In the limb bone extension device signal receiving step, the main controller 11 receives the actuator driving state signal, the support body position signal, the power supply state signal, and the like from the limb bone extension apparatus 100 ( S150 ). Here, the driving state signal of the actuator, the separation state signal between the cut portions, the support position signal, and the power state signal are referred to as a limb bone extension device signal.

In a normal operation determination step, the main control unit 11 compares the actuator driving state signal with a pre-stored reference signal to determine whether it is normal (S160), and if not in the normal state, a warning is displayed on the speaker (not shown) or display It outputs to the unit 13 or the medical professional terminal 210 (S165) and ends.

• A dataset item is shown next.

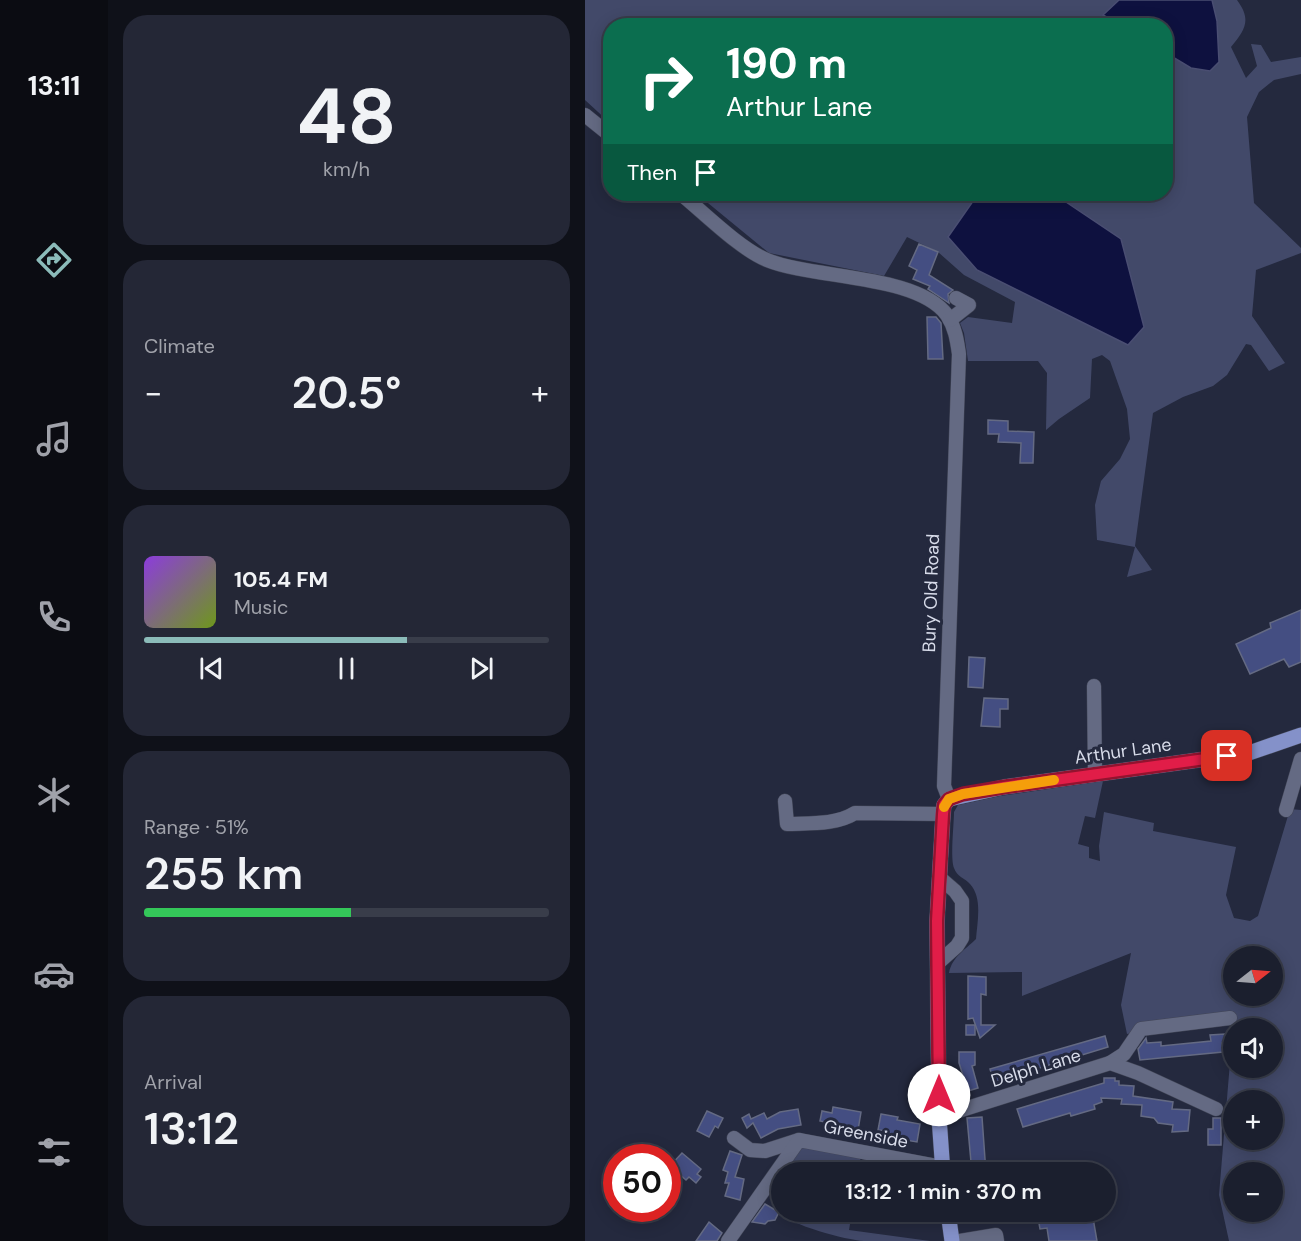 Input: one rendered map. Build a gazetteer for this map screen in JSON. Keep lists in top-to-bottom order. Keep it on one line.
{"streets":{"main road":["Arthur Lane"],"street":["Bury Old Road","Delph Lane","Greenside"]},"crossings":[["Bury Old Road","Arthur Lane"]],"north":"right","page":{"tabs":"13:11","tile":[["48","km/h"],"Climate",["Range · 51%","255 km"],["Arrival","13:12"]],"turn":["190 m","Arthur Lane"],"then":"Then","heat":["−","20.5°","+"],"song":["105.4 FM","Music"],"map_buttons":["+","−"],"limit":"50","trip":"13:12 · 1 min · 370 m"}}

In the movement distance calculation step, the main control unit 11 calculates the movement distance of the second support from the current position signal of the second support and the position signal of the previous second support, the position signal of the first support, and the position signal of the first support A movement distance of the first support is calculated from the position signal of the first support (S170).

In the moving part moving step, the main controller 11 moves the moving part by the second support moving distance obtained in the moving distance calculation step in the X-ray image (S180).

In the step of determining whether to move the first support, the main control unit 11 compares the first support movement distance with a preset first support movement distance threshold (S200), and if it exceeds the first support movement distance threshold, it is unreasonably When the second support is moved or another problem occurs, it is determined that the actuator is driven in an abnormal state, and a warning indicating this is output to the speaker (not shown) or the display unit 13 or the medical professional terminal 210, etc. and (S210) ends. Here, the first support moving distance threshold is a value set initially in use or a value set at the time of factory shipment.

In the step of determining whether the operation of the extensor bone extension device is terminated, the main control unit 11 sends an end signal to the key input unit 17 when the timer is reset (that is, it is set to 0) or an end switch (not shown) is pressed. If received from (S220), it ends, otherwise, it returns to the actuator driving step.

As mentioned above, although embodiments of the present invention have been described with reference to the accompanying drawings, those of ordinary skill in the art to which the present invention pertains can implement the present invention in other specific forms without changing its technical spirit or essential features. You can understand that there is Therefore, it should be understood that the embodiments described above are illustrative in all respects and not restrictive.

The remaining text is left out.